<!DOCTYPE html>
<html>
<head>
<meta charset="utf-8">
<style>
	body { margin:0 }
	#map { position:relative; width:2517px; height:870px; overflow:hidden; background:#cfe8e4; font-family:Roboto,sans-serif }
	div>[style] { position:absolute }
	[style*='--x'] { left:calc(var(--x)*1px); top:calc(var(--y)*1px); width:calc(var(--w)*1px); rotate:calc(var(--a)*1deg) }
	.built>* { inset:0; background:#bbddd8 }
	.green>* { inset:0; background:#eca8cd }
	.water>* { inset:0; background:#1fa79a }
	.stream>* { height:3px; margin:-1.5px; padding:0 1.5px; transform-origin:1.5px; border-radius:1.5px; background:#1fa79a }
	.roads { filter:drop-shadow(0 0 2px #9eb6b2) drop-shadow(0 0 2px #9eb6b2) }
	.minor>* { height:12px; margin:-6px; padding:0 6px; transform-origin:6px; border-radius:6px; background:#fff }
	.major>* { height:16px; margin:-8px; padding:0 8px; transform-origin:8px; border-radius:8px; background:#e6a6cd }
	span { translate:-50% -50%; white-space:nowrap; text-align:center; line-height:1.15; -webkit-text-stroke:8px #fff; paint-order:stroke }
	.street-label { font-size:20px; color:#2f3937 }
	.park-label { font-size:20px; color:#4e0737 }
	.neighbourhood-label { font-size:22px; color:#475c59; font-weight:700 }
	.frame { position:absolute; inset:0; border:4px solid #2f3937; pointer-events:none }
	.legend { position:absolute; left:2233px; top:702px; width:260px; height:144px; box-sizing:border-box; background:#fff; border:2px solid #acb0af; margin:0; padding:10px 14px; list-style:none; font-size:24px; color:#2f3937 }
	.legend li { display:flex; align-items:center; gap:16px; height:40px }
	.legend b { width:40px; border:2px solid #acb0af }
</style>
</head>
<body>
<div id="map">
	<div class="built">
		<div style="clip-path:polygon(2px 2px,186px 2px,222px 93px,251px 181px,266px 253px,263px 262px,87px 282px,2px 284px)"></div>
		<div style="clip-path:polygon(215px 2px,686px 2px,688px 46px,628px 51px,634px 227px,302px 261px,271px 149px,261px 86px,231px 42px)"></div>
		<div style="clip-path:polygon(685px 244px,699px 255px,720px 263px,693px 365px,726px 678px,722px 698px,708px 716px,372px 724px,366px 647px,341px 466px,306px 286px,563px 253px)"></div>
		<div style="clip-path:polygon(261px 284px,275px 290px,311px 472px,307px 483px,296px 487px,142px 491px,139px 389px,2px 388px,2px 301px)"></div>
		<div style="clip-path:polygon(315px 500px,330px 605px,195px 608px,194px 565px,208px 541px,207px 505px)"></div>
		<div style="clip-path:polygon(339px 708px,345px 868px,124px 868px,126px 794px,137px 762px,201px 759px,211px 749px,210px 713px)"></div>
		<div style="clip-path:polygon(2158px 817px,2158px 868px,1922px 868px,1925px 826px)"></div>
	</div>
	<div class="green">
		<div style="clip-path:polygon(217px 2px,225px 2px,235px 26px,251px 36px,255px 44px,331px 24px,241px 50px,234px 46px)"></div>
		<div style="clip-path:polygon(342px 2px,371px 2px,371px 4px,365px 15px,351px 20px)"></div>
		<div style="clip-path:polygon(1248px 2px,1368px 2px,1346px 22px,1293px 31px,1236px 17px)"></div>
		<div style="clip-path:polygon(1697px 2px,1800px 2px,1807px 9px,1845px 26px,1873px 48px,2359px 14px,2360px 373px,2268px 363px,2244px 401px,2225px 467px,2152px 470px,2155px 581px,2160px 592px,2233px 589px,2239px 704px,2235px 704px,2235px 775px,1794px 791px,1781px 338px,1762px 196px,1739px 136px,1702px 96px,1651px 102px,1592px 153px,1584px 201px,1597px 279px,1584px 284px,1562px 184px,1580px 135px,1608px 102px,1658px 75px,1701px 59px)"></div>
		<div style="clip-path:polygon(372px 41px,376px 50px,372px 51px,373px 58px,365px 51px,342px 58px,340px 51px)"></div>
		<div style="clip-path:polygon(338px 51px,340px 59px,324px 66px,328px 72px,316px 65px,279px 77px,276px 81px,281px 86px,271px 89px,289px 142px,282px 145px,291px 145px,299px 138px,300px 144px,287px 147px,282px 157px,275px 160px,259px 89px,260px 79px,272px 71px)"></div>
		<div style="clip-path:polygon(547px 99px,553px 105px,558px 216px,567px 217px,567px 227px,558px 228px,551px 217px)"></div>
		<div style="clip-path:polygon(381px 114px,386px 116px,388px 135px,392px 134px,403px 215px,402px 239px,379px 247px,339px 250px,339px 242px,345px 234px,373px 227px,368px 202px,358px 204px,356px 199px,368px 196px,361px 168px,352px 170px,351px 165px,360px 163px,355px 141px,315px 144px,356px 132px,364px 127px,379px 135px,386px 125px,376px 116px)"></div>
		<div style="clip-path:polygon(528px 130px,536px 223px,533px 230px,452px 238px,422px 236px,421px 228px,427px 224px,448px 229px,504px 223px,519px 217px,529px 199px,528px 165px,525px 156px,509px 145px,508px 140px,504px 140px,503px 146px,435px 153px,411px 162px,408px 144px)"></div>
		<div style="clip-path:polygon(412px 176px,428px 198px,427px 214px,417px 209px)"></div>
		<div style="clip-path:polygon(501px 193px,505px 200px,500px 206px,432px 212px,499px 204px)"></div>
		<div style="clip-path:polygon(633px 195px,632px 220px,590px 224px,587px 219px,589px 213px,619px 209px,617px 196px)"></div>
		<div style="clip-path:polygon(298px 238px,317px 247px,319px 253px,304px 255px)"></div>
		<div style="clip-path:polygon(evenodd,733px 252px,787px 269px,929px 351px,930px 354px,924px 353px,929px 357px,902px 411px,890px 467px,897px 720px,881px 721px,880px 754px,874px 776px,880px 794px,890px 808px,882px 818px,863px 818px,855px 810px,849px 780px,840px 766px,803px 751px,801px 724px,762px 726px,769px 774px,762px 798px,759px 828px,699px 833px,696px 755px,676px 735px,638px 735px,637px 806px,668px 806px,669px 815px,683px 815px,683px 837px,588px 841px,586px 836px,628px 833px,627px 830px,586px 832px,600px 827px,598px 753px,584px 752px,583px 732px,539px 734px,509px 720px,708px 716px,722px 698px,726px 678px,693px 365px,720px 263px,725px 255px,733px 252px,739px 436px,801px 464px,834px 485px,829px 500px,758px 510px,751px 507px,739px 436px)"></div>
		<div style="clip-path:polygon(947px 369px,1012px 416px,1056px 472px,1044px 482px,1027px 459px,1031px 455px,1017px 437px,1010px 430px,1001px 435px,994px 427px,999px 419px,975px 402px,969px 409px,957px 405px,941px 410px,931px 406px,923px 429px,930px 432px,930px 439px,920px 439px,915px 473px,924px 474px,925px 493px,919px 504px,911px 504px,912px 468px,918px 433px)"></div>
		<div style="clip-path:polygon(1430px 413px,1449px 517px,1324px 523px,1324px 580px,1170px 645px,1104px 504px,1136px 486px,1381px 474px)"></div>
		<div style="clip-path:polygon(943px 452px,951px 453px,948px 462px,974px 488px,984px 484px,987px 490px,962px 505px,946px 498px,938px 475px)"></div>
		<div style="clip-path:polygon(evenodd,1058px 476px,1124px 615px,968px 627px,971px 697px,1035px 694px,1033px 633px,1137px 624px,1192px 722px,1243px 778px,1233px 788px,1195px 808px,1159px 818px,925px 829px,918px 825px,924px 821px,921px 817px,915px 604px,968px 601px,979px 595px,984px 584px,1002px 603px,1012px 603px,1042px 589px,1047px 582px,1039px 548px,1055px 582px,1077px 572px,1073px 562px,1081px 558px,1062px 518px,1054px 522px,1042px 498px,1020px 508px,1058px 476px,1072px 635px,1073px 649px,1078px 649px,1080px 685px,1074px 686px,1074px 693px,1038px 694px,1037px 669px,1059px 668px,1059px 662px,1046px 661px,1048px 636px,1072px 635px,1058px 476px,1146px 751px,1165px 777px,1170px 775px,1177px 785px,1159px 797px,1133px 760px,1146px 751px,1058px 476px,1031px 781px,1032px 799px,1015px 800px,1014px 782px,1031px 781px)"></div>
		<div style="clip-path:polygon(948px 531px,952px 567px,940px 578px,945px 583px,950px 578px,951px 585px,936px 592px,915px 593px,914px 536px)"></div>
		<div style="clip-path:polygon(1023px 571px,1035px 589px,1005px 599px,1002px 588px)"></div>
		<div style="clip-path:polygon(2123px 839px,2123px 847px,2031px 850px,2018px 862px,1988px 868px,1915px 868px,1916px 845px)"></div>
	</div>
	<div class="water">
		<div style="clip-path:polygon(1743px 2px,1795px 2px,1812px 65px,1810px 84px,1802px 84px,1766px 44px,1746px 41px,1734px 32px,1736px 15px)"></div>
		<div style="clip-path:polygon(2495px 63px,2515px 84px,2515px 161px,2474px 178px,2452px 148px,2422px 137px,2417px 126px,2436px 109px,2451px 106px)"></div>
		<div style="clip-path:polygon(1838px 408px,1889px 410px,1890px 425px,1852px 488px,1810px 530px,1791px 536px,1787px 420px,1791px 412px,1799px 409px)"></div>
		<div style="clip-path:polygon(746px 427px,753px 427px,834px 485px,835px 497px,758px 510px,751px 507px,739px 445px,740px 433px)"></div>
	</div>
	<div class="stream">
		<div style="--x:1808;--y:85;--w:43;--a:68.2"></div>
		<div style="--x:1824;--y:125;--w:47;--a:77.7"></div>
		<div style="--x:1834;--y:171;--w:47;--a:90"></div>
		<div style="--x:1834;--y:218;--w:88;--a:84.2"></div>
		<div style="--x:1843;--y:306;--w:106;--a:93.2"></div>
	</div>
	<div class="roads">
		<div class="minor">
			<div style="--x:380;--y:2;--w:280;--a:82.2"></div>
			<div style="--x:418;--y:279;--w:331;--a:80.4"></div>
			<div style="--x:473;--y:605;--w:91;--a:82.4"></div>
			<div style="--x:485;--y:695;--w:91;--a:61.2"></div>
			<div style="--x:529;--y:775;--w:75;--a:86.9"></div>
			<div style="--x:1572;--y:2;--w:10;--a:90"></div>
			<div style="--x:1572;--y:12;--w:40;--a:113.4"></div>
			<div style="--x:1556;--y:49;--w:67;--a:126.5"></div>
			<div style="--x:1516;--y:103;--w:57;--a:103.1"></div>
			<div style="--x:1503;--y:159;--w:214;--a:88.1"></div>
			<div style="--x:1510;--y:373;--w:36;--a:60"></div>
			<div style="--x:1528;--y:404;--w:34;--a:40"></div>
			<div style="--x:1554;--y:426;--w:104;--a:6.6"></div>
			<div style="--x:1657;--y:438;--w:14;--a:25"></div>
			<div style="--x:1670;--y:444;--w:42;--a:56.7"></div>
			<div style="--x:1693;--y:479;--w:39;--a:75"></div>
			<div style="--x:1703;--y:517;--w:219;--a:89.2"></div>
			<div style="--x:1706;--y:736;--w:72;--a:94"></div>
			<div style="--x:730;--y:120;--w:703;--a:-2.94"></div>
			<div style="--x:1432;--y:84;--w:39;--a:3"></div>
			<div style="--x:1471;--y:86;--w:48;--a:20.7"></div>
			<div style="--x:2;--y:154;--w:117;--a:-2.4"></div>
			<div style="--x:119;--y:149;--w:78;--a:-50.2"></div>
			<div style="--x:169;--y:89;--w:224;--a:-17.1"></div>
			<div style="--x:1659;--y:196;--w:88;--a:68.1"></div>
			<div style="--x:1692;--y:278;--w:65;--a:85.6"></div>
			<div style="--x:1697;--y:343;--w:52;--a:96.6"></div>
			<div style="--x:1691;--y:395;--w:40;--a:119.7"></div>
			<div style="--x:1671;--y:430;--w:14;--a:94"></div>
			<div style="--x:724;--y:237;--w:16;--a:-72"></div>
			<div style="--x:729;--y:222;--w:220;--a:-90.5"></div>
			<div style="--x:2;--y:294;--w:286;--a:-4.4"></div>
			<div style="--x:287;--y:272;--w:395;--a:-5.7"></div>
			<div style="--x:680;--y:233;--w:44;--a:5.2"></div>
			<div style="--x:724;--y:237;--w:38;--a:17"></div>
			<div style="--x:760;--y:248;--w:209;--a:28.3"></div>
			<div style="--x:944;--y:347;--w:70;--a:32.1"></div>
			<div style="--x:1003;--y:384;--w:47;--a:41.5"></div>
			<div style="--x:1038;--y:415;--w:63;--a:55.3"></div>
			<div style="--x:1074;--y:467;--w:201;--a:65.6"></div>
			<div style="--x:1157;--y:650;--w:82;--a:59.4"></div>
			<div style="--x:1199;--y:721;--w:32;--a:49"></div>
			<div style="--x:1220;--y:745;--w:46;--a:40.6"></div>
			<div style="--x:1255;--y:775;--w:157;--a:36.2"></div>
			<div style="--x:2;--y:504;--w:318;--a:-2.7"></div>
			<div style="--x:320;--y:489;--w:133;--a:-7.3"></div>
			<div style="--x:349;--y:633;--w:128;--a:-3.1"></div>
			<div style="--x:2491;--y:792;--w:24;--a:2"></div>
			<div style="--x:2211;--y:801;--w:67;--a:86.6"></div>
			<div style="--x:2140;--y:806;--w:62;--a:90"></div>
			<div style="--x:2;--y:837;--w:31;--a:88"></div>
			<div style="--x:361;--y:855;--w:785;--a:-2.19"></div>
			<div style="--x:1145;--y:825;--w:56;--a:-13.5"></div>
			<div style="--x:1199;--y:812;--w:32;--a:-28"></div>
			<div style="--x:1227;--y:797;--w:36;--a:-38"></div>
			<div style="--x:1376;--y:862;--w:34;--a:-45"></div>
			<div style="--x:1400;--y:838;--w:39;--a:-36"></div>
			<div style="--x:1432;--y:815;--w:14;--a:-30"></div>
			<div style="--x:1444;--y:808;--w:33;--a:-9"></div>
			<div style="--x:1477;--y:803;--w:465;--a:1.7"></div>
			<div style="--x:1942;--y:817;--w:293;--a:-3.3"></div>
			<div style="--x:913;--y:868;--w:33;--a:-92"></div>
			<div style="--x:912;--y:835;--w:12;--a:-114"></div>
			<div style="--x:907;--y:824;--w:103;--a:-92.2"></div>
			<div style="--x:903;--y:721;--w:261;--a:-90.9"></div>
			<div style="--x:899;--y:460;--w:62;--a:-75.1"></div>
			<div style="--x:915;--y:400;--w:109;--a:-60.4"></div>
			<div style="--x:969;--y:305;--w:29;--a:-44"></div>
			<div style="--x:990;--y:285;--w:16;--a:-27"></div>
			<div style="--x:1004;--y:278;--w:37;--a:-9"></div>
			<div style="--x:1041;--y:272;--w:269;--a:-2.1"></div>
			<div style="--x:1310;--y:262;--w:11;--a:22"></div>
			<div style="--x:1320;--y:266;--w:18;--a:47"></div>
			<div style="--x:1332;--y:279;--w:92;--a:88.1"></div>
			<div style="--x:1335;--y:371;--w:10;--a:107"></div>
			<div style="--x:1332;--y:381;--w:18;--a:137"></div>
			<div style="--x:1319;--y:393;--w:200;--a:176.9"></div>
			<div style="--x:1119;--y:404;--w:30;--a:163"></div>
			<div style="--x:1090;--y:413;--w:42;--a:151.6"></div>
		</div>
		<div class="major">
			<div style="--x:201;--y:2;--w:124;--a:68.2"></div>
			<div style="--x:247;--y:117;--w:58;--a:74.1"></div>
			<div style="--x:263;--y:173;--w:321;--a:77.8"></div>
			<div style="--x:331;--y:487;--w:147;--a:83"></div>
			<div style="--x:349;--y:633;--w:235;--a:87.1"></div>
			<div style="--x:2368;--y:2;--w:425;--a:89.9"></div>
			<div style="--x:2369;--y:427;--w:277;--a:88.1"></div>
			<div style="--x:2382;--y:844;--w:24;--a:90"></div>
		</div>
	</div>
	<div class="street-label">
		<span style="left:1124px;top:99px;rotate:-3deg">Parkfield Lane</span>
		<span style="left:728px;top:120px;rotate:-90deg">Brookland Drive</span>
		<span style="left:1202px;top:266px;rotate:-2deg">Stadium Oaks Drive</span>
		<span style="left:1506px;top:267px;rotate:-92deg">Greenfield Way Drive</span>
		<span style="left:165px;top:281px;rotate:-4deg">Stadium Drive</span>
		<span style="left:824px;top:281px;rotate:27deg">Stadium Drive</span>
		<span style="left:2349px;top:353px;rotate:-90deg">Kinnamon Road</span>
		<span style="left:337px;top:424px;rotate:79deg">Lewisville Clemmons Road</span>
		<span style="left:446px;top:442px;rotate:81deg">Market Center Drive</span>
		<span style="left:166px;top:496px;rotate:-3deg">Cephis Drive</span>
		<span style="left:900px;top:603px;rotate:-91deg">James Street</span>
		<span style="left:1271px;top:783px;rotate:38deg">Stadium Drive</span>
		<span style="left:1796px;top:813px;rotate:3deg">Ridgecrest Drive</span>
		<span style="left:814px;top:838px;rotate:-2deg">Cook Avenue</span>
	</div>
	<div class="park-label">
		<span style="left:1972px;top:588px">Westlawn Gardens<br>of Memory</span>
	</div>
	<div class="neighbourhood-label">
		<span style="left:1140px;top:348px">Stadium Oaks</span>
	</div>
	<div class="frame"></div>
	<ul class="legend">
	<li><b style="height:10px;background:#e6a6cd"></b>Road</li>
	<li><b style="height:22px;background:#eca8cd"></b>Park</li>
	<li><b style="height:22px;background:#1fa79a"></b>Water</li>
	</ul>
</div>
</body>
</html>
****************
Nothing but the lines from the beginning of the records through the line with "filter:drop-shadow(0 0 2px" should appear, each printed exactly.

(WRITTEN ANSWER)
<!DOCTYPE html>
<html>
<head>
<meta charset="utf-8">
<style>
	body { margin:0 }
	#map { position:relative; width:2517px; height:870px; overflow:hidden; background:#cfe8e4; font-family:Roboto,sans-serif }
	div>[style] { position:absolute }
	[style*='--x'] { left:calc(var(--x)*1px); top:calc(var(--y)*1px); width:calc(var(--w)*1px); rotate:calc(var(--a)*1deg) }
	.built>* { inset:0; background:#bbddd8 }
	.green>* { inset:0; background:#eca8cd }
	.water>* { inset:0; background:#1fa79a }
	.stream>* { height:3px; margin:-1.5px; padding:0 1.5px; transform-origin:1.5px; border-radius:1.5px; background:#1fa79a }
	.roads { filter:drop-shadow(0 0 2px #9eb6b2) drop-shadow(0 0 2px #9eb6b2) }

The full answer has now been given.